Dataset records:
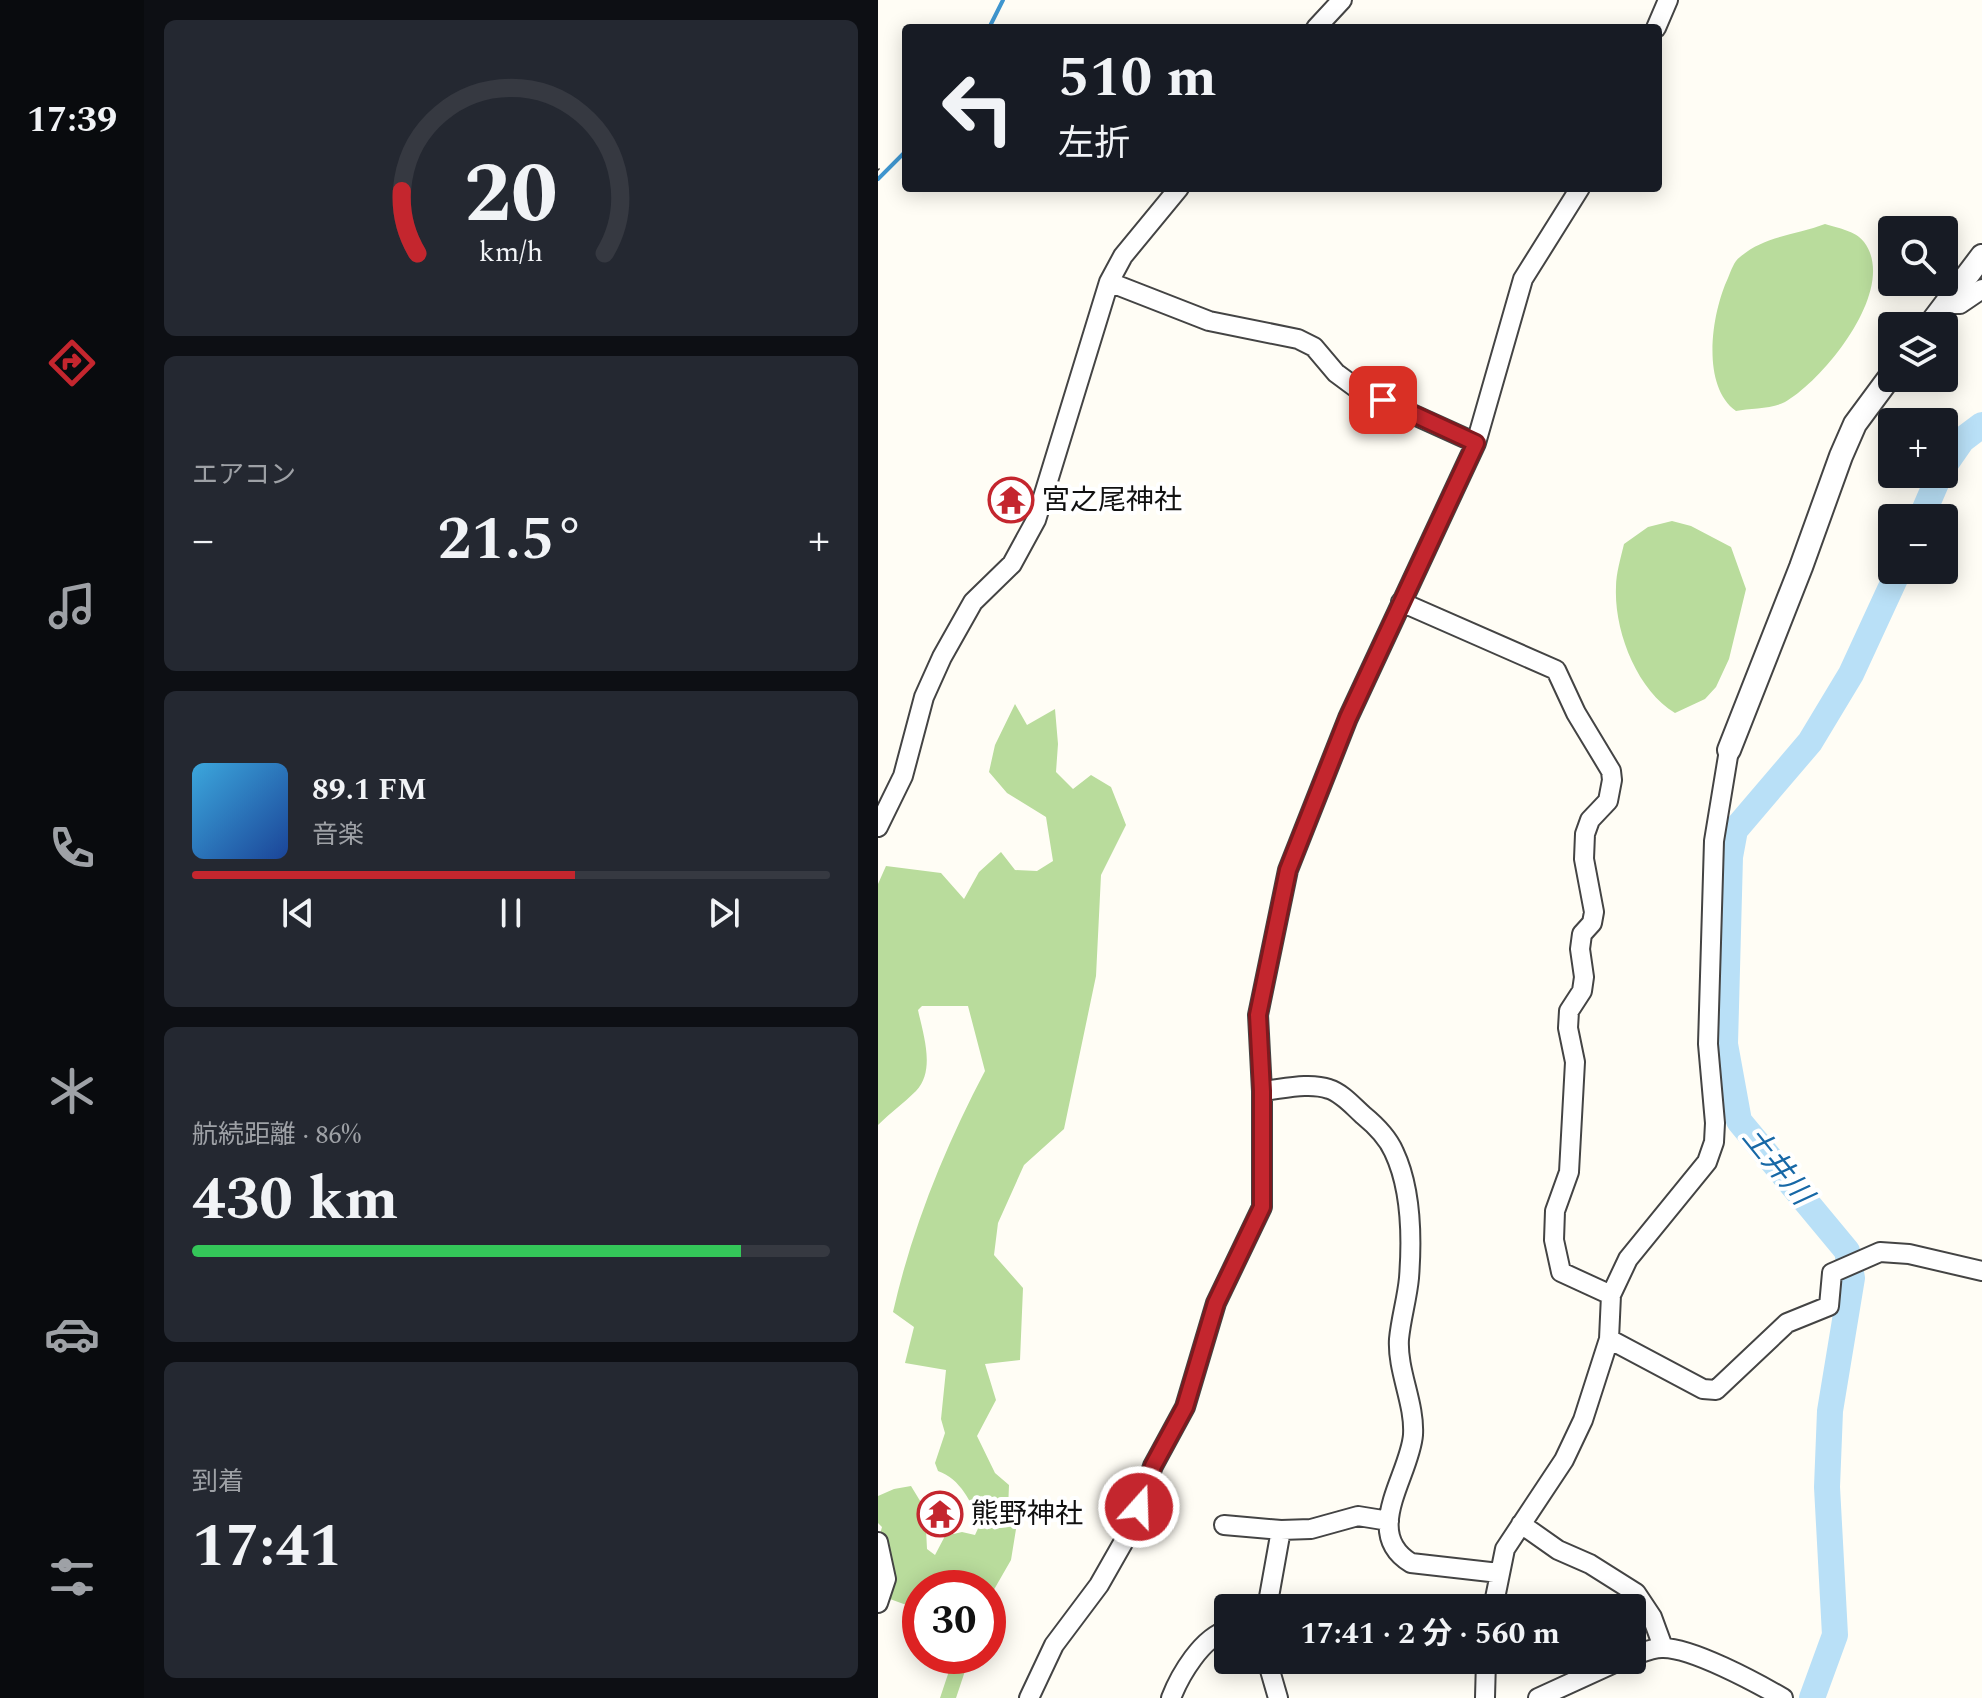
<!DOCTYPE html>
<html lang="ja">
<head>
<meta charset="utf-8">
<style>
  :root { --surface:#171b24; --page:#242831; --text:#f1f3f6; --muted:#9ea1a6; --line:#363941; --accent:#c4262e }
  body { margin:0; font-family:Spectral,"Noto Sans JP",serif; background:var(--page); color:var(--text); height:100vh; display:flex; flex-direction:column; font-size:30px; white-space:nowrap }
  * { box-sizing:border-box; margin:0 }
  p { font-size:26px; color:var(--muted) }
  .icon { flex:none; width:44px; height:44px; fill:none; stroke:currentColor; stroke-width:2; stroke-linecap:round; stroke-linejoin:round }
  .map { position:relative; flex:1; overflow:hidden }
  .sheet { display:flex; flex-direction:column; gap:20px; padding:20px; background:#0d0f14; width:734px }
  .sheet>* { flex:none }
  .banner { position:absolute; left:24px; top:24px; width:760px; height:168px; border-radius:8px; box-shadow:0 4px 20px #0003; background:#171b24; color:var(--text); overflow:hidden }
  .controls { position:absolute; left:1000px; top:216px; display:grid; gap:16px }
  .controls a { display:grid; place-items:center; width:80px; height:80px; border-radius:8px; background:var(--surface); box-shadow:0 4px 20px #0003; font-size:40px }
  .speed { position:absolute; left:24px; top:1570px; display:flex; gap:16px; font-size:40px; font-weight:700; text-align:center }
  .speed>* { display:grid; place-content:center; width:104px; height:104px; border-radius:50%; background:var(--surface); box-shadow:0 4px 20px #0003; line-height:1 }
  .speed .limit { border:12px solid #d22; background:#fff; color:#111 }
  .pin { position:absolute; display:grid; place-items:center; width:68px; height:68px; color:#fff; margin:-34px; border-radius:16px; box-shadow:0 4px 12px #0006 }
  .me { position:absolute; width:88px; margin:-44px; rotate:20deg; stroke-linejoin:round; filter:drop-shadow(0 0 6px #0008) }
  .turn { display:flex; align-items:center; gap:28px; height:168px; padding:0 24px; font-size:36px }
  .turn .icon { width:104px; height:104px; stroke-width:2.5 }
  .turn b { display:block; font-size:56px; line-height:68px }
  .big { font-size:60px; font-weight:700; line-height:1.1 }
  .sheet .widget { flex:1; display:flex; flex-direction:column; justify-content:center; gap:12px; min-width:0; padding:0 28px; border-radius:12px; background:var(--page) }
  .sheet .dial { align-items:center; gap:0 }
  .dial svg { height:208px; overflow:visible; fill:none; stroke:var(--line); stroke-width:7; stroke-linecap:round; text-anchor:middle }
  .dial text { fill:var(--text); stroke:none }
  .song { display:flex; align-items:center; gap:24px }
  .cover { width:96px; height:96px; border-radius:12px; background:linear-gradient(135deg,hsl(200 70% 55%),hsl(220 70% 35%)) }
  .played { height:8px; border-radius:4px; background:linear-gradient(90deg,var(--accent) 60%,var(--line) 60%) }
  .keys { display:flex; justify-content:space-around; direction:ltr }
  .heat { display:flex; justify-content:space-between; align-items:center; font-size:44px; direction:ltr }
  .charge { height:12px; border-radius:6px; background:linear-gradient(90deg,#34c759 86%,var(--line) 0) }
  .trip { position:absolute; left:336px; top:1594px; width:432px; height:80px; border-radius:8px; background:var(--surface); box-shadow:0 4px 20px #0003; font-weight:700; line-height:80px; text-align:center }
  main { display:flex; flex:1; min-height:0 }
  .dock { display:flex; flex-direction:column; width:144px; justify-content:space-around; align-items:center; background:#090b0e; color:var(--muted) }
  .dock .icon { width:56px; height:56px }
  .dock .on { color:var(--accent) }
  .dock b { font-size:36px; color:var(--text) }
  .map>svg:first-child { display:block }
</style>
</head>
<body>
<main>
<nav class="dock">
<b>17:39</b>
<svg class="icon on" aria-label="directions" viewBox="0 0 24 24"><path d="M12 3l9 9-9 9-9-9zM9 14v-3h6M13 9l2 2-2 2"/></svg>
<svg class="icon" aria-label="music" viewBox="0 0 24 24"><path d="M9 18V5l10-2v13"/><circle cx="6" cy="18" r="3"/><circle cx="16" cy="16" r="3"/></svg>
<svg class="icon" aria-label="phone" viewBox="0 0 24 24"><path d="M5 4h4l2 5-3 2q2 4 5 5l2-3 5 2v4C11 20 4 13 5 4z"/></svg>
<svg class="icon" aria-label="climate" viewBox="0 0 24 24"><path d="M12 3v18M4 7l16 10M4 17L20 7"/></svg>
<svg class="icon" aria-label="car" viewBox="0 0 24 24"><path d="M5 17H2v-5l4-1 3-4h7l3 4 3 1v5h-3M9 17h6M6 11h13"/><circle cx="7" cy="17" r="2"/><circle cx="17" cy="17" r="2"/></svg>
<svg class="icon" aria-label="filters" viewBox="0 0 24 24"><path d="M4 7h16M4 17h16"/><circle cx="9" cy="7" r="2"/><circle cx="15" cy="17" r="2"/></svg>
</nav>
<section class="sheet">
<div class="widget dial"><svg viewBox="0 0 100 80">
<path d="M14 69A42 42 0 1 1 86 69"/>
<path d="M14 69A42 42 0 0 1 8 45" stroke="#c4262e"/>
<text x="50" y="56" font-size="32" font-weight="700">20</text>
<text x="50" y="72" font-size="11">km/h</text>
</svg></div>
<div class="widget"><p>エアコン</p>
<div class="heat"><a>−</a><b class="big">21.5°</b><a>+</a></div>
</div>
<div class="widget">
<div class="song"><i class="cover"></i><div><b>89.1 FM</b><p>音楽</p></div></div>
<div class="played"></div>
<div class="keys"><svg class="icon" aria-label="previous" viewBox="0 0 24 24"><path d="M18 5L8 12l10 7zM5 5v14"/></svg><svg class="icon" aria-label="pause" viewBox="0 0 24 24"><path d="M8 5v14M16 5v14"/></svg><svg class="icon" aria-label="next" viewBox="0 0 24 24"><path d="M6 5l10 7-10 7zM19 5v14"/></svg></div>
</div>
<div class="widget"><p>航続距離 · 86%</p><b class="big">430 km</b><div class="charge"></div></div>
<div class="widget"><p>到着</p><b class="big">17:41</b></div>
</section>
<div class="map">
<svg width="1104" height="1698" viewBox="0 0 1104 1698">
  <rect width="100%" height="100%" fill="#fffdf5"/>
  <path fill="#b9dc9c" d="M947 224C960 228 978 231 986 242 1021 288 946 380 907 402 894 409 872 408 858 411 822 385 834 312 850 278 853 271 856 261 862 257 886 236 918 235 947 224Z
    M794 521 813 526 853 547 868 589 851 659 838 687 827 699 797 713C759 690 736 631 738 587 738 573 743 557 746 544L770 527Z
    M137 704 149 725 177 709 180 744 178 772 195 789 213 775 233 787 248 825 223 875 218 976 186 1129 146 1165 120 1223 116 1255 145 1288 142 1360 107 1364 118 1400 99 1436 117 1473 131 1485 130 1510 139 1523 133 1560 110 1600V1588H42V1610L12 1599 10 1561 2 1534 4 1527 0 1523V1496L16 1489 33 1486 47 1509 49 1549 57 1555 67 1536 84 1532 97 1535 103 1522C92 1502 83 1479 60 1471L57 1463 67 1433 63 1419 68 1370 27 1363 36 1327 15 1312C34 1228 67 1147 107 1071L90 1006H44L40 1010C45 1034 58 1070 38 1091 26 1103 12 1113 0 1125V884L8 866 63 873 86 899 101 872 123 852 137 870 159 871 175 861 168 817 129 793 111 772 117 745Z
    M76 1656H92L78 1698H62Z"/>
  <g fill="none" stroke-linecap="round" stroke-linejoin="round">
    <path stroke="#3f96cf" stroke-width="4" d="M111 28 125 0
      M0 179 28 151"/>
    <path stroke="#b9e0f7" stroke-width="26" d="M1066 466 1084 440 1104 425
      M1043 518 1062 474
      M934 1698 957 1635 949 1487 952 1411 974 1278 969 1251 861 1121 847 1044 852 857 857 830 932 742 973 674 1021 570"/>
    <g stroke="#444" stroke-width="22">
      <path id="minor" d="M438 28 464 0
        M778 28 790 0
        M231 282 331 321 420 339 436 347 458 373 481 390 598 443
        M1067 304H1082L1104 289
        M523 602 678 670 698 713 733 771 734 780 730 801 712 820 707 834 706 859 716 912 714 923 704 934 702 949 706 977 704 991 691 1011 690 1028 697 1062 691 1172 677 1211 676 1240 683 1272 733 1295
        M0 827 25 776 46 697 64 657 95 602 134 564 158 520 231 282 245 256 301 188
        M384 1091C405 1089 431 1082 451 1089 464 1093 475 1106 485 1115 496 1124 510 1138 516 1152 533 1188 534 1239 531 1278 529 1299 523 1318 521 1339 519 1371 537 1403 535 1435 532 1475 483 1533 533 1563L621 1573
        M731 1339 825 1389 838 1390 909 1323 951 1306 954 1273 1002 1252 1031 1254 1104 1271
        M643 1524 680 1550 712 1564 758 1593 774 1617 785 1647
        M346 1525 403 1530 433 1529 480 1516 511 1521
        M0 1542 8 1579 0 1603
        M389 1608 403 1530
        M615 1608 627 1549 686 1460 705 1420 731 1339 733 1295 750 1259 829 1162 836 1142 837 1123 830 1044 836 841 851 750
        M754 1656C763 1653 774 1648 784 1648 813 1647 879 1683 905 1698
        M389 1660 400 1698
        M151 1698 176 1645 221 1585 254 1527 275 1466 307 1407 338 1303 384 1207V1091L380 1015 410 870 470 718 598 443 645 279 702 188
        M293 1698C302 1675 324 1637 350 1630
        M607 1698 608 1660
        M660 1698 743 1660"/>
    </g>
    <g stroke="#444" stroke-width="26">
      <path id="tertiary" d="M1051 326 1104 256
        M851 750 923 567 963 456 977 424 1014 374"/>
    </g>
    <path stroke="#333" stroke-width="3" stroke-dasharray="8 4" stroke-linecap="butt" d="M0 169 1 170"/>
    <use href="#minor" stroke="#fff" stroke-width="18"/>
    <use href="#tertiary" stroke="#fff" stroke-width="22"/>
  </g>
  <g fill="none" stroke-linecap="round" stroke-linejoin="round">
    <g stroke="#7f191e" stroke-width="20">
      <path id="route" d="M261 1507 275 1466 307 1407 338 1303 384 1207V1091L380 1015 410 870 470 718 598 443 505 400"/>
    </g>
    <use href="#route" stroke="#c4262e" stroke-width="14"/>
  </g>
  <defs>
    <g id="temple-ring" transform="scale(2.3)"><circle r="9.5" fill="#fff" stroke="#c4262e" stroke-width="1.5"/><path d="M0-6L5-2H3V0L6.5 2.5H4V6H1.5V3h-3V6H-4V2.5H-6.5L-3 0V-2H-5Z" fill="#c4262e"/></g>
  </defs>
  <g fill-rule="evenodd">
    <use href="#temple-ring" x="133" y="500"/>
    <use href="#temple-ring" x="62" y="1514"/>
  </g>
  <g text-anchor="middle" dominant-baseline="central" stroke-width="8" stroke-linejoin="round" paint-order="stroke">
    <g font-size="28" fill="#111" stroke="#fff" text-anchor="start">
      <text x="164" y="500">宮之尾神社</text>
      <text x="93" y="1514">熊野神社</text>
    </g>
    <g font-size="30" font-style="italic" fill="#1768a6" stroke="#fff">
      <text transform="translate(899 1166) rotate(51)">土井川</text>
    </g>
  </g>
</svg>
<div class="controls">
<a><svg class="icon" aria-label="search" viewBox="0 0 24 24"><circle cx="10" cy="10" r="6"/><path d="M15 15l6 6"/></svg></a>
<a><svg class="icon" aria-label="layers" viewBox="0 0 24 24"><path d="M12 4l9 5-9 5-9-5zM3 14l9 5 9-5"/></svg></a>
<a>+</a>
<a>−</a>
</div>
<div class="speed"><div class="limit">30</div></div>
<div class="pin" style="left:505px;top:400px;background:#d93025"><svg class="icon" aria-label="arrive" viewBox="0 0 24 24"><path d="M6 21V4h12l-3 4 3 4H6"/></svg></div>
<svg class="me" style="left:261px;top:1507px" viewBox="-20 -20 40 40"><circle r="17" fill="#c4262e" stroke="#fff" stroke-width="3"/><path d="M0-11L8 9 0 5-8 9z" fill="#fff"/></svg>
<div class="trip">17:41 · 2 分 · 560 m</div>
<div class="banner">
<div class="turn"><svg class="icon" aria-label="left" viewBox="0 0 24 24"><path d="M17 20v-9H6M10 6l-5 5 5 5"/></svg><div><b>510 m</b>左折</div></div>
</div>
</div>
</main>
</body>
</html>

TASK TO CARRY OUT: An exact copy of the lines above, from the one containing "display:flex; justify-content:space-between; align-items:center;" through the one containing "<b>17:39</b>", is the whole of the answer.

SOLUTION BELOW:
  .heat { display:flex; justify-content:space-between; align-items:center; font-size:44px; direction:ltr }
  .charge { height:12px; border-radius:6px; background:linear-gradient(90deg,#34c759 86%,var(--line) 0) }
  .trip { position:absolute; left:336px; top:1594px; width:432px; height:80px; border-radius:8px; background:var(--surface); box-shadow:0 4px 20px #0003; font-weight:700; line-height:80px; text-align:center }
  main { display:flex; flex:1; min-height:0 }
  .dock { display:flex; flex-direction:column; width:144px; justify-content:space-around; align-items:center; background:#090b0e; color:var(--muted) }
  .dock .icon { width:56px; height:56px }
  .dock .on { color:var(--accent) }
  .dock b { font-size:36px; color:var(--text) }
  .map>svg:first-child { display:block }
</style>
</head>
<body>
<main>
<nav class="dock">
<b>17:39</b>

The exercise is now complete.